* [The problem]:
If a line in the entries below holds the string "linecap", copy it.

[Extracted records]
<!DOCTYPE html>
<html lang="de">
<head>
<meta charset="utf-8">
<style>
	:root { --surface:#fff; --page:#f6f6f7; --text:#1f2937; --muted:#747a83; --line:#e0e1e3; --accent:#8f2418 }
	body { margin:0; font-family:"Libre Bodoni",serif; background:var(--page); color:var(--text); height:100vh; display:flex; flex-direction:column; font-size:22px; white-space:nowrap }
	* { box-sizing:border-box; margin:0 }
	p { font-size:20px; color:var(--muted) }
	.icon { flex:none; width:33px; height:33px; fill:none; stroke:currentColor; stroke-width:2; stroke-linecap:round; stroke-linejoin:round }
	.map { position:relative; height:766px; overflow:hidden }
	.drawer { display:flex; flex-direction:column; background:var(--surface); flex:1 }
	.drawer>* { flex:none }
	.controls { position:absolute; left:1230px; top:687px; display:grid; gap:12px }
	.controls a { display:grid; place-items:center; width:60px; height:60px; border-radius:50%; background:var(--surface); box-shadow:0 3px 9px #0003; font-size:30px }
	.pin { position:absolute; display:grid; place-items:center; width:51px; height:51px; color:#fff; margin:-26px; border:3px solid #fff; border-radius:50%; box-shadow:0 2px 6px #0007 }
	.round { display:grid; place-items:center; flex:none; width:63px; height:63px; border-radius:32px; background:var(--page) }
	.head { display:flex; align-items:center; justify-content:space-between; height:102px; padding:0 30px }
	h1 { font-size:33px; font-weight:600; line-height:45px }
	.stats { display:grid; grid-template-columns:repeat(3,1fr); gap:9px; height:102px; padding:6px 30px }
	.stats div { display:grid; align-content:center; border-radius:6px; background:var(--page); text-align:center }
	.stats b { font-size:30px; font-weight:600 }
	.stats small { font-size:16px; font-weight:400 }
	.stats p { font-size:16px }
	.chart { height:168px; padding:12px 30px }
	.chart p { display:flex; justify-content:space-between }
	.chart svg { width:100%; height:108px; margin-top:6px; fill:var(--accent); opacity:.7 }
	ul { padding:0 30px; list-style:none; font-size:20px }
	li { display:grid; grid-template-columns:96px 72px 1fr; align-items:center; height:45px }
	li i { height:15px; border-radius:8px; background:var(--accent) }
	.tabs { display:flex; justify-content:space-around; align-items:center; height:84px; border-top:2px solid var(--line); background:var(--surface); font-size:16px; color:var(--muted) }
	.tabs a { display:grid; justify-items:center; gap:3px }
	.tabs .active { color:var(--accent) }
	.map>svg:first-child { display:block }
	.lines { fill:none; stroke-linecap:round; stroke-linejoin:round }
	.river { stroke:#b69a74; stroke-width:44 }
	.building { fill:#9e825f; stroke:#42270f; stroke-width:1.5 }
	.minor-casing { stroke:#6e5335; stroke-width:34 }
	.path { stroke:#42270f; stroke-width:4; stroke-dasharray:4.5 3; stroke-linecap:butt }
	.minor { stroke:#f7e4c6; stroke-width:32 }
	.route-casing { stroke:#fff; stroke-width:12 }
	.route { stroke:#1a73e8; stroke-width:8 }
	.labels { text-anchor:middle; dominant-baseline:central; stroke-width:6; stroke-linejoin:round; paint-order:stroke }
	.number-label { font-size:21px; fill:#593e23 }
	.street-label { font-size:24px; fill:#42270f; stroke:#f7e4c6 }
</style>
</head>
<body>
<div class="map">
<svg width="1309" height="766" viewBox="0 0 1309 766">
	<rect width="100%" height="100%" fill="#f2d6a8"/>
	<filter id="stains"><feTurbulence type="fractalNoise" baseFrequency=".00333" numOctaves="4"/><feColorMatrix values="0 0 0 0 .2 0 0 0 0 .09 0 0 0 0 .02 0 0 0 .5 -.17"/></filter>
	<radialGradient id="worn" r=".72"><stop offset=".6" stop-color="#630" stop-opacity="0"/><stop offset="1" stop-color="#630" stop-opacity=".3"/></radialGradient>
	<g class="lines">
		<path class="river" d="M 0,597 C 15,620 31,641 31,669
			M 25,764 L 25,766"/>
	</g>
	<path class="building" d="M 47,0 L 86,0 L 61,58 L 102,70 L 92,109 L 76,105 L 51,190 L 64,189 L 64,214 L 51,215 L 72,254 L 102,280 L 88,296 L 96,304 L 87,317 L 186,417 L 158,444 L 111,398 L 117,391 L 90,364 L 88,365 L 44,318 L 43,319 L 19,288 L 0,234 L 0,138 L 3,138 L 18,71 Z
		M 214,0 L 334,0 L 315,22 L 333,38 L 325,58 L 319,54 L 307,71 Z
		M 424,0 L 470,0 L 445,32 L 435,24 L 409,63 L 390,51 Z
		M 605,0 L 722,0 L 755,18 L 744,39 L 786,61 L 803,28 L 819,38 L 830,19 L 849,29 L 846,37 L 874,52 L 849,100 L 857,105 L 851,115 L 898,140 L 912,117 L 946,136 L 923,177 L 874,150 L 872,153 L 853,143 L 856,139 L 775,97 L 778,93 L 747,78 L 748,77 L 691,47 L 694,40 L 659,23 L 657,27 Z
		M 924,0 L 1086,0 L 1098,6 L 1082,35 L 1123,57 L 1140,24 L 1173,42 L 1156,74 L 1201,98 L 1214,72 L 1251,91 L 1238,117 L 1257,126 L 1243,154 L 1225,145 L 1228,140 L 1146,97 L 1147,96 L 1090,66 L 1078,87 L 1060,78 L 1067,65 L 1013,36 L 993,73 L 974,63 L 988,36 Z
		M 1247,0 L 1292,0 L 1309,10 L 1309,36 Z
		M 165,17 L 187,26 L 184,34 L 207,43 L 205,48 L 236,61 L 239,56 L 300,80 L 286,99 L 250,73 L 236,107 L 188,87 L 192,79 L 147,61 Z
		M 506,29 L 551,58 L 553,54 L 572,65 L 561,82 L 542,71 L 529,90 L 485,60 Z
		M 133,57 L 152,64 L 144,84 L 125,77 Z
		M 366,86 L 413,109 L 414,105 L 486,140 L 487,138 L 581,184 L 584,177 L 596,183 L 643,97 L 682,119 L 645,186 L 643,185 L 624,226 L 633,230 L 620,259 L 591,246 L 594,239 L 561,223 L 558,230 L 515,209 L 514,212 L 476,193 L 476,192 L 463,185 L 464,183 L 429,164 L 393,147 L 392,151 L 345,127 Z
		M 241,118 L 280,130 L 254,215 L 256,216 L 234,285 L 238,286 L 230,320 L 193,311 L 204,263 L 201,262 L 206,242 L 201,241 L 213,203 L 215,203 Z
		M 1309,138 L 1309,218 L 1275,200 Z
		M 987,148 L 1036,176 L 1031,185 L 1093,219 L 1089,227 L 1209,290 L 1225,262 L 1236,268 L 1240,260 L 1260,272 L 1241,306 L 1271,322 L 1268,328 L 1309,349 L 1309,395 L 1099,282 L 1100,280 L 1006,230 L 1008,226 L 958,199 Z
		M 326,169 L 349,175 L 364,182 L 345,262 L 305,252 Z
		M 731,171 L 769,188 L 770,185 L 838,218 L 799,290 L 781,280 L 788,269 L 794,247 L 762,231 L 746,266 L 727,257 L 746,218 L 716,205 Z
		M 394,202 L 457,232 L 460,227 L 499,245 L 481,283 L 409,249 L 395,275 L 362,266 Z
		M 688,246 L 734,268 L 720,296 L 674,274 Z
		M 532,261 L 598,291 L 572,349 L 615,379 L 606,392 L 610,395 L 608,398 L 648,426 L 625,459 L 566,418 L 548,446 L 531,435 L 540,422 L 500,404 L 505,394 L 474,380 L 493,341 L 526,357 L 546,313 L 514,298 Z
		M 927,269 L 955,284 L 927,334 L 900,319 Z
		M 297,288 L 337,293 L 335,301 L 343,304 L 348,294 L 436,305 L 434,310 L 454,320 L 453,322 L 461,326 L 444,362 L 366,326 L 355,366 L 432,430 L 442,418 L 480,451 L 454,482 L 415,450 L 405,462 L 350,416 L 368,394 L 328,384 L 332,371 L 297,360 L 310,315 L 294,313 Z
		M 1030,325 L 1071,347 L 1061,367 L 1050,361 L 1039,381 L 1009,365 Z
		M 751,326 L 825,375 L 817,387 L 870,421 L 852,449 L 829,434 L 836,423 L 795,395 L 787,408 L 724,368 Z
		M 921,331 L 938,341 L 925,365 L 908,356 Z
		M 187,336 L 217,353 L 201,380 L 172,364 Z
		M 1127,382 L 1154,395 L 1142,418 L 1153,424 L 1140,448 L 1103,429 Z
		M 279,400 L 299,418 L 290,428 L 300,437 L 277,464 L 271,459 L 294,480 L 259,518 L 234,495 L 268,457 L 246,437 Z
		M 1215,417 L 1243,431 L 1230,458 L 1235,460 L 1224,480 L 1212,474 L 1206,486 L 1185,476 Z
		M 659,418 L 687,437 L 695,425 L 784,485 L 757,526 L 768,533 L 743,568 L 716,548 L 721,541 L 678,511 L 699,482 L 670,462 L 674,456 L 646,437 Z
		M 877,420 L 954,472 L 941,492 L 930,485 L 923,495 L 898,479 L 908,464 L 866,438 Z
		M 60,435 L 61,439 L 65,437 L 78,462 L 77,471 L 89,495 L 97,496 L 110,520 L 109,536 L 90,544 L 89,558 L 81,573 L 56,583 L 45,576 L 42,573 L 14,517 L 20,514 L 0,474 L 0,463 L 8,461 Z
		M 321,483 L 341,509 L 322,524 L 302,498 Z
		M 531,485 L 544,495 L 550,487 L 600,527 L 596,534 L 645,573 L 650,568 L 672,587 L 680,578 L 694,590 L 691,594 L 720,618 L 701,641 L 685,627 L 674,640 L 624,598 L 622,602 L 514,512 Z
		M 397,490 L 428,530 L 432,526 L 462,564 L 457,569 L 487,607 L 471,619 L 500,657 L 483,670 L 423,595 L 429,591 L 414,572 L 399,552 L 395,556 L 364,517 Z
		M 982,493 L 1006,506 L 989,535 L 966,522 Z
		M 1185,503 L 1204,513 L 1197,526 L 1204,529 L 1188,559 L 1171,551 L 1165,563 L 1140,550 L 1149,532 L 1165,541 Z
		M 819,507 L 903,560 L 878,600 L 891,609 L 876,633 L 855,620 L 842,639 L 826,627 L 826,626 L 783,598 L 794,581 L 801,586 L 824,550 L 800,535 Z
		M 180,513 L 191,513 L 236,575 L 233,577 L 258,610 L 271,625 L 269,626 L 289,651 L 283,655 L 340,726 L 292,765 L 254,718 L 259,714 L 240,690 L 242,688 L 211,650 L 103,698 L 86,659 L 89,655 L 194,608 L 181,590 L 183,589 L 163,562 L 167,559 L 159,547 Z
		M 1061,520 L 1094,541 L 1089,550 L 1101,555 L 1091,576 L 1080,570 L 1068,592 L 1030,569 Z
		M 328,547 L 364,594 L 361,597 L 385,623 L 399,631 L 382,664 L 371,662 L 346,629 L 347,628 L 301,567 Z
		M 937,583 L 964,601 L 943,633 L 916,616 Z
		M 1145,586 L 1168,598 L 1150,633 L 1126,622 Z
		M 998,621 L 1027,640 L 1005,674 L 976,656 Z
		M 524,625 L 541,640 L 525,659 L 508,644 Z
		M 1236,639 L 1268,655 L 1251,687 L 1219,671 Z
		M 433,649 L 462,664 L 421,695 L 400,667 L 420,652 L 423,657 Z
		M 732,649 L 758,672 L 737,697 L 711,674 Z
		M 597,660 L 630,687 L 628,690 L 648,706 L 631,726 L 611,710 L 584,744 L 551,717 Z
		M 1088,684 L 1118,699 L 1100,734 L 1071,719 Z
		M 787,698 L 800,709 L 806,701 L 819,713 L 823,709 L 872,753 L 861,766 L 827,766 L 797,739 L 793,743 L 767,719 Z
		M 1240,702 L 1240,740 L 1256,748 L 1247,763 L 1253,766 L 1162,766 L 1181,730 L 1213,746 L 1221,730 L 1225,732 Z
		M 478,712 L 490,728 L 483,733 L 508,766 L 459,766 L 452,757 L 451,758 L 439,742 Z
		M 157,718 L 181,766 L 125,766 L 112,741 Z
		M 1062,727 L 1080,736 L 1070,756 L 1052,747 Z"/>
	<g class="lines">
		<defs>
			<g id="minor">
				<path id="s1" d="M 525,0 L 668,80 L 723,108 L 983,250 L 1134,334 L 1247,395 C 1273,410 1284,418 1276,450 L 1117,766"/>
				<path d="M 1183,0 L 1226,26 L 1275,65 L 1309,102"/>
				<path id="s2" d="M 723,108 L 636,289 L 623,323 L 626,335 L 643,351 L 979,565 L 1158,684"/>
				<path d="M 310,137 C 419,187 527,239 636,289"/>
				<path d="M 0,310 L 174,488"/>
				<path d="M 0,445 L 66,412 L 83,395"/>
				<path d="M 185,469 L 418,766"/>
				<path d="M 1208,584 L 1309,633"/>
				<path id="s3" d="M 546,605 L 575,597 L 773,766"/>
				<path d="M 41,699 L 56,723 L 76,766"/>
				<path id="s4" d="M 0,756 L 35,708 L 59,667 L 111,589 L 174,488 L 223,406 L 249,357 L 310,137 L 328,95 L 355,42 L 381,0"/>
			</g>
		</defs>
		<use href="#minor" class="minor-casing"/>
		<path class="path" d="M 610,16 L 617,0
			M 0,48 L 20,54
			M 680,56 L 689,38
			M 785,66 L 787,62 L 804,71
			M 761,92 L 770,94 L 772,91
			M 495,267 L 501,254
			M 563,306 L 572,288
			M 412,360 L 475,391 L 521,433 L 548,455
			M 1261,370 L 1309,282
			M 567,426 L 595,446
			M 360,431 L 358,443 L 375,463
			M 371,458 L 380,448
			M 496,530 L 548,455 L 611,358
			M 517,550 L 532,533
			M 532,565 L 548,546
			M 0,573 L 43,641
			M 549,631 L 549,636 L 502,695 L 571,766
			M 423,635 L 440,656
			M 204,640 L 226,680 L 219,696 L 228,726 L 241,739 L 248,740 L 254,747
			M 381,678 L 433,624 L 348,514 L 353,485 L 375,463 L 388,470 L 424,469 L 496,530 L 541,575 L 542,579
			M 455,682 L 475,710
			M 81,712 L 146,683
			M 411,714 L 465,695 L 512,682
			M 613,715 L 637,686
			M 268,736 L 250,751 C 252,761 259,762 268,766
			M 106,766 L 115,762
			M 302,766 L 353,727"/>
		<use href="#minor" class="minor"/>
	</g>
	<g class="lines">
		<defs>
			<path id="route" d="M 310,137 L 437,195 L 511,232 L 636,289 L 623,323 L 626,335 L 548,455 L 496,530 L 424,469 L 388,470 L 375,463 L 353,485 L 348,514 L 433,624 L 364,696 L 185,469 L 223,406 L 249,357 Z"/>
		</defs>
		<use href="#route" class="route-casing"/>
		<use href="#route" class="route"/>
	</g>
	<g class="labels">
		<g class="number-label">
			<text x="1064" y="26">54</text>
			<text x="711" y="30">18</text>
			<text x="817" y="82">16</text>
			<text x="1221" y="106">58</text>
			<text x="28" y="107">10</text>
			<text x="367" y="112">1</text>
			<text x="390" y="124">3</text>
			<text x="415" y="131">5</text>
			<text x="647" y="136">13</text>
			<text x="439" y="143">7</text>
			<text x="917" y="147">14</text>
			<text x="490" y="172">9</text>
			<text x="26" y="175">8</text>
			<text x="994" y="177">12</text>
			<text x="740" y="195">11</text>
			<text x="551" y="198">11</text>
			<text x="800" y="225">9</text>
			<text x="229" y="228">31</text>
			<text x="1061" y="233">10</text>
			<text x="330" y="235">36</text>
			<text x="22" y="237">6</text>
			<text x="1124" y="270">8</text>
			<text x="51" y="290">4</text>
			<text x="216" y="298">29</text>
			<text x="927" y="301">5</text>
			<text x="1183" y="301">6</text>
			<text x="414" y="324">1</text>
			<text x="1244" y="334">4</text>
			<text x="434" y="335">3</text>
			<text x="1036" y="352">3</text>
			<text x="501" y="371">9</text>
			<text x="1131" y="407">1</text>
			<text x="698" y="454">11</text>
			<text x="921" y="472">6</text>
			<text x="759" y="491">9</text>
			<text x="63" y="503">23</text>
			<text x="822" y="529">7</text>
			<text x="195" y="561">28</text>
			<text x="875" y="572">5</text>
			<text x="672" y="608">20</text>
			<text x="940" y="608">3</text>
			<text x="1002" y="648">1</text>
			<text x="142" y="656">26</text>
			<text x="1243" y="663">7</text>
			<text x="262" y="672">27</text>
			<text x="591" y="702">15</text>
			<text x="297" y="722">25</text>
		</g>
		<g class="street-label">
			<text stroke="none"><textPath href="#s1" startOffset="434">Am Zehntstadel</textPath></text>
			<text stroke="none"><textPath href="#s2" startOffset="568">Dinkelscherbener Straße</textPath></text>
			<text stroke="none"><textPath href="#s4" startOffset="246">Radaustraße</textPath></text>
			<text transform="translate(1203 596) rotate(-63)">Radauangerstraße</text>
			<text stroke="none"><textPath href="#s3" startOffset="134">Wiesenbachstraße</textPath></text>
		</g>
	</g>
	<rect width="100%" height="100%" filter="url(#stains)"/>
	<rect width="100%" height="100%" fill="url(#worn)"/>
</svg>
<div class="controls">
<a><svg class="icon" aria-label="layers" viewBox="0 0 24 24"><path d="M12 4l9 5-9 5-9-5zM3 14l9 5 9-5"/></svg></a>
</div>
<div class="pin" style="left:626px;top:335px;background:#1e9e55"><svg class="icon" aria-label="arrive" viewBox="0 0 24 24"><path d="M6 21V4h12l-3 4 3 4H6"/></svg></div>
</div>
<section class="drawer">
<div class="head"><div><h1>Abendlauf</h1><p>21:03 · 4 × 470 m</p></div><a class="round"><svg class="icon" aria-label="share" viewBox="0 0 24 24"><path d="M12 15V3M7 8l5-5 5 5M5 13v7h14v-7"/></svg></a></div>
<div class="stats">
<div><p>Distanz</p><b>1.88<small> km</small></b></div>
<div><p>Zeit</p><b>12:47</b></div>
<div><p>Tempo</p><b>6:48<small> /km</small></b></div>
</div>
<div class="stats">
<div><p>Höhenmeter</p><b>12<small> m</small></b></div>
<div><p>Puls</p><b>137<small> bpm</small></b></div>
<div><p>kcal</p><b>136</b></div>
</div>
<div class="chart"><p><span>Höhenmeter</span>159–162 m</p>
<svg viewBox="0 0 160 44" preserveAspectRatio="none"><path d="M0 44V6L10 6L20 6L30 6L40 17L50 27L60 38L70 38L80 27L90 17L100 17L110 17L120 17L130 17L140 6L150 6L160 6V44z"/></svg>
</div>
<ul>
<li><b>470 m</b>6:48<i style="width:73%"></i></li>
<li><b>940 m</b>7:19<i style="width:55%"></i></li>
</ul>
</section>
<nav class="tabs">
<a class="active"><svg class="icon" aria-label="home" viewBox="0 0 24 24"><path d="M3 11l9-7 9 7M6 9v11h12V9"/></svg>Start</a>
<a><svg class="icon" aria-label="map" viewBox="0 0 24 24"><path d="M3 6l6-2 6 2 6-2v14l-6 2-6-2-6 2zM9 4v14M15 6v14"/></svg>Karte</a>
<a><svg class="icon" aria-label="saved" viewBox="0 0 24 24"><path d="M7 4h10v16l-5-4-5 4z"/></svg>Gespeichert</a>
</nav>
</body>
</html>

* [Result below]:
	.icon { flex:none; width:33px; height:33px; fill:none; stroke:currentColor; stroke-width:2; stroke-linecap:round; stroke-linejoin:round }
	.lines { fill:none; stroke-linecap:round; stroke-linejoin:round }
	.path { stroke:#42270f; stroke-width:4; stroke-dasharray:4.5 3; stroke-linecap:butt }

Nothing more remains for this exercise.